[The records]
::::::

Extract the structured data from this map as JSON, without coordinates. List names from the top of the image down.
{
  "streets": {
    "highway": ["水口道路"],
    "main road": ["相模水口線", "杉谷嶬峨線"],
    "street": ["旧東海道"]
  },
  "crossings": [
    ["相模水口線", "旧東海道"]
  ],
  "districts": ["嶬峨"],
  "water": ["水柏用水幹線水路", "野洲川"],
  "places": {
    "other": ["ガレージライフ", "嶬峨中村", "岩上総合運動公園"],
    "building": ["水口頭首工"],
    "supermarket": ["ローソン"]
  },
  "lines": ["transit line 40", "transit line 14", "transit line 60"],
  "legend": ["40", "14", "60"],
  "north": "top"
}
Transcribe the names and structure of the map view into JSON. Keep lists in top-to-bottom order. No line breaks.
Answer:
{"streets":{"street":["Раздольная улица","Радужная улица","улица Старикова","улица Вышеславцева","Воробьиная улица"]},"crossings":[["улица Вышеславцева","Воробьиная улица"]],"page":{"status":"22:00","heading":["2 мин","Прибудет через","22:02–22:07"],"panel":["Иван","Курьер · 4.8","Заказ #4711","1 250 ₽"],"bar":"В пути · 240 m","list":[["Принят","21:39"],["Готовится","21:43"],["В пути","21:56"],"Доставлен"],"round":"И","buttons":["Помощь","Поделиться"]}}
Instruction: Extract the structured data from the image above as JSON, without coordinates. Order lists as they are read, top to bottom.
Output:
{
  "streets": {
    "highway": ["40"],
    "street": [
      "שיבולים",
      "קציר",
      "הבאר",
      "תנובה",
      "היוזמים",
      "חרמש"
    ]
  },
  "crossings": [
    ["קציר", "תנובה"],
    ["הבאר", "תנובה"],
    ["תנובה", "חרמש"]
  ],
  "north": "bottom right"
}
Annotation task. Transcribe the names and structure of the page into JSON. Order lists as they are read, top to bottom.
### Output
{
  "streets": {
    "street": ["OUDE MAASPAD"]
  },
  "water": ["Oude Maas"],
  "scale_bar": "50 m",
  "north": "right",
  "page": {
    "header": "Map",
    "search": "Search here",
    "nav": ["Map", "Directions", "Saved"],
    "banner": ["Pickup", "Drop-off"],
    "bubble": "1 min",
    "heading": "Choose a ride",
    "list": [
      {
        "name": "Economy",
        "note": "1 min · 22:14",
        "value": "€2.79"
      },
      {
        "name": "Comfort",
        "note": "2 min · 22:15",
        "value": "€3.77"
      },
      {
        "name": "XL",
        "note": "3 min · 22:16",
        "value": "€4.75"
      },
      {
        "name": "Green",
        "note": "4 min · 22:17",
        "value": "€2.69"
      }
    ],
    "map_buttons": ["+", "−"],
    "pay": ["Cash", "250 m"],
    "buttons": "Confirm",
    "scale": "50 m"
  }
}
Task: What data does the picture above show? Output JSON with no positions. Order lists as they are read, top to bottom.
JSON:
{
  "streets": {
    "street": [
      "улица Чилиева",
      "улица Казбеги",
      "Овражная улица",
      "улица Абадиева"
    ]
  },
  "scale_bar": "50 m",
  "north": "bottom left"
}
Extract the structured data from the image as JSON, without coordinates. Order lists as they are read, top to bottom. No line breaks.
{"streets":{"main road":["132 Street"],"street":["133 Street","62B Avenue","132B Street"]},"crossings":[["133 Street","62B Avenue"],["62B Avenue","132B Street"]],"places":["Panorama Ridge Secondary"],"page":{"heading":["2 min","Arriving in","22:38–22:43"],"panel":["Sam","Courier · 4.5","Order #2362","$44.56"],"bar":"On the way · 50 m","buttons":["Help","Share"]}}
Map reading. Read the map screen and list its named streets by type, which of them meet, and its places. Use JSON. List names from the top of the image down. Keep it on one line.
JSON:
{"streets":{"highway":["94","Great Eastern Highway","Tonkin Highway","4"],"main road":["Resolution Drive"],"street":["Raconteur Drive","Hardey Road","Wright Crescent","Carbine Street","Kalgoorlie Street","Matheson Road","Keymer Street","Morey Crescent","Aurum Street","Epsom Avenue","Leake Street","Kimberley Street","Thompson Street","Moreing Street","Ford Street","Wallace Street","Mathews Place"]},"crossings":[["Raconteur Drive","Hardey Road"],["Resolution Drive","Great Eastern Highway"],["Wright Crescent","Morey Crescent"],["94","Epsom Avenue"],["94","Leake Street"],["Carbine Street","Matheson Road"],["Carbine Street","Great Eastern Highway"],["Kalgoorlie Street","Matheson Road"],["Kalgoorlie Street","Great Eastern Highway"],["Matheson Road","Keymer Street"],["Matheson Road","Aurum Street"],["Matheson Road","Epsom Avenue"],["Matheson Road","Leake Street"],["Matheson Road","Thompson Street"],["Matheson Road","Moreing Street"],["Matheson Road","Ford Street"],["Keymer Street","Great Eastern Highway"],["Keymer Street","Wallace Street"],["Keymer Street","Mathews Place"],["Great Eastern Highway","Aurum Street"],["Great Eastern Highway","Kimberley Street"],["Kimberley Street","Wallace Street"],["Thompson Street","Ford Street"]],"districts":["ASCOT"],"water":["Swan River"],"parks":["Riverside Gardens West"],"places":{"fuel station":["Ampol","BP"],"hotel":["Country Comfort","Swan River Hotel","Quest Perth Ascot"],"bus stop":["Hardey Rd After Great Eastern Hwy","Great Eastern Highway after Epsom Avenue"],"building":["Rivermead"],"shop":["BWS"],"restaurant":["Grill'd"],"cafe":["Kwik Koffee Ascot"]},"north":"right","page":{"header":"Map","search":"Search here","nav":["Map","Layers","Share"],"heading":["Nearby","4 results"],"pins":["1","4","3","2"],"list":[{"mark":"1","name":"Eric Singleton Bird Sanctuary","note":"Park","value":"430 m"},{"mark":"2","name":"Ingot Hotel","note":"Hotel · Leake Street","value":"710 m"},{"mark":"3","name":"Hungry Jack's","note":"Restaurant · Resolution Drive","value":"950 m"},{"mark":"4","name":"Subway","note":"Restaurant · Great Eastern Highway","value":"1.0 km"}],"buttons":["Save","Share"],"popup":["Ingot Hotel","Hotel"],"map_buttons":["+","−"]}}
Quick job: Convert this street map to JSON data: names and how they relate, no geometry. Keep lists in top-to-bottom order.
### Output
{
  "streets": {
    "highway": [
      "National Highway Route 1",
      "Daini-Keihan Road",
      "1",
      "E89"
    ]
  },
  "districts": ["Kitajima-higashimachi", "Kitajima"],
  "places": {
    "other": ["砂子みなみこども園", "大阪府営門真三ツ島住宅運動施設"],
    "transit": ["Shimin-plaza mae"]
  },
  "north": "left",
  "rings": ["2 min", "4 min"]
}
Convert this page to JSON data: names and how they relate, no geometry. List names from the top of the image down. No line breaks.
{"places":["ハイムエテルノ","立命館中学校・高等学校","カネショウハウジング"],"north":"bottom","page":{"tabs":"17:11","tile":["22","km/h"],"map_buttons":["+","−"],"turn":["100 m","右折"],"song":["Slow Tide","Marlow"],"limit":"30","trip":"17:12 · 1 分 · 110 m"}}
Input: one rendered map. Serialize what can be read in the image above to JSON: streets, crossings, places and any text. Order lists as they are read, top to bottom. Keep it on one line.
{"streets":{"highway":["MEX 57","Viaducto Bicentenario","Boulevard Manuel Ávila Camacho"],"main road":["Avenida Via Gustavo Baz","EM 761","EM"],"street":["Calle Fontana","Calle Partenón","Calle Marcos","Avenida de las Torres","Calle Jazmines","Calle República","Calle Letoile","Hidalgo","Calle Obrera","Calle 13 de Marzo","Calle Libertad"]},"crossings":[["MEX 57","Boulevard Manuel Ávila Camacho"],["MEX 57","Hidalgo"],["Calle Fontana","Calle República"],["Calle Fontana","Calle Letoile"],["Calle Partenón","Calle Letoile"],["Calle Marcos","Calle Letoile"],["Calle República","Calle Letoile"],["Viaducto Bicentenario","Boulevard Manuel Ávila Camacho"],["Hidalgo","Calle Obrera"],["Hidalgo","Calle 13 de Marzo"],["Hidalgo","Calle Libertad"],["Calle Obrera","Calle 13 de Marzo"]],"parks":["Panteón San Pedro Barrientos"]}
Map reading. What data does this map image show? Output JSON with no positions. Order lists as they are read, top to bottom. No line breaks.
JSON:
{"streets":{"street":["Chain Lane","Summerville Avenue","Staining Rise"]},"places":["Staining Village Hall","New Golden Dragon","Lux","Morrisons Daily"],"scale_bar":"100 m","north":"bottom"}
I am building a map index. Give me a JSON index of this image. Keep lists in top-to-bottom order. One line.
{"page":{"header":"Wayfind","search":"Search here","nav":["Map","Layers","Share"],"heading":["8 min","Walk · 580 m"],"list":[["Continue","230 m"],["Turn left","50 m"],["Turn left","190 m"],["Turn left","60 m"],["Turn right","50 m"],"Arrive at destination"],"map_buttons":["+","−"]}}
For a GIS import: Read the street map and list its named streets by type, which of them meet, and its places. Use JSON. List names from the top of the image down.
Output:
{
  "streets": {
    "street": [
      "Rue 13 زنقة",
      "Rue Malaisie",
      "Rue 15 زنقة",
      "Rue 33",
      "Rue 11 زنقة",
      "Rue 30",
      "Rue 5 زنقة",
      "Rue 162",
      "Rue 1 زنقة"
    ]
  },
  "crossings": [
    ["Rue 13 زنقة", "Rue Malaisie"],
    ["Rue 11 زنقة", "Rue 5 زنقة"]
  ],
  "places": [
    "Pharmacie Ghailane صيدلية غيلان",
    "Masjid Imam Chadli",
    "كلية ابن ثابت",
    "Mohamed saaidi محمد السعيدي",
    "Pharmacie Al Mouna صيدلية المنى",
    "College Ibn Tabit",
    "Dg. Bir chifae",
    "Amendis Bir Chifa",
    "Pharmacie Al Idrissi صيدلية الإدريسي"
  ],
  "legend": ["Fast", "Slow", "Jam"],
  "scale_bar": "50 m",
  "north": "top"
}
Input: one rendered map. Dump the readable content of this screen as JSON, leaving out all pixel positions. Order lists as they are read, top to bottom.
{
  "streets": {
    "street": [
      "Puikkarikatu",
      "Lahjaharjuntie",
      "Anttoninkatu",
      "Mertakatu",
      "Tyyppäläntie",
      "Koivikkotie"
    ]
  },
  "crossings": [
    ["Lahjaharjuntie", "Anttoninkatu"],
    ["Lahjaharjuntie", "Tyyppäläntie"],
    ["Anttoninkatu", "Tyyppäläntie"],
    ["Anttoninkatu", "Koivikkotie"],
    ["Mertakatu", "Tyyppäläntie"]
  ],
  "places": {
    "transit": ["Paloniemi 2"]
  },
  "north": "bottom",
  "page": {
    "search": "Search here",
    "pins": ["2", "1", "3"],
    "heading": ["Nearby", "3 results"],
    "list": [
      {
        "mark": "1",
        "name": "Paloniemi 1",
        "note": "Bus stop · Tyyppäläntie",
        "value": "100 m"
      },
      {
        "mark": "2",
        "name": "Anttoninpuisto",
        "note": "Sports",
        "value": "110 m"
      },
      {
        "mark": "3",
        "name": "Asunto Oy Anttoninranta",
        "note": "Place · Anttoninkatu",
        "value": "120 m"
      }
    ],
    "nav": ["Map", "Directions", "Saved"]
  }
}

::::::

[Exercise aim] Your task is to retype the entries verbatim, starting with the line that holds "I am building" and stopping after the line that holds "For a GIS import: Read".

[Result]
I am building a map index. Give me a JSON index of this image. Keep lists in top-to-bottom order. One line.
{"page":{"header":"Wayfind","search":"Search here","nav":["Map","Layers","Share"],"heading":["8 min","Walk · 580 m"],"list":[["Continue","230 m"],["Turn left","50 m"],["Turn left","190 m"],["Turn left","60 m"],["Turn right","50 m"],"Arrive at destination"],"map_buttons":["+","−"]}}
For a GIS import: Read the street map and list its named streets by type, which of them meet, and its places. Use JSON. List names from the top of the image down.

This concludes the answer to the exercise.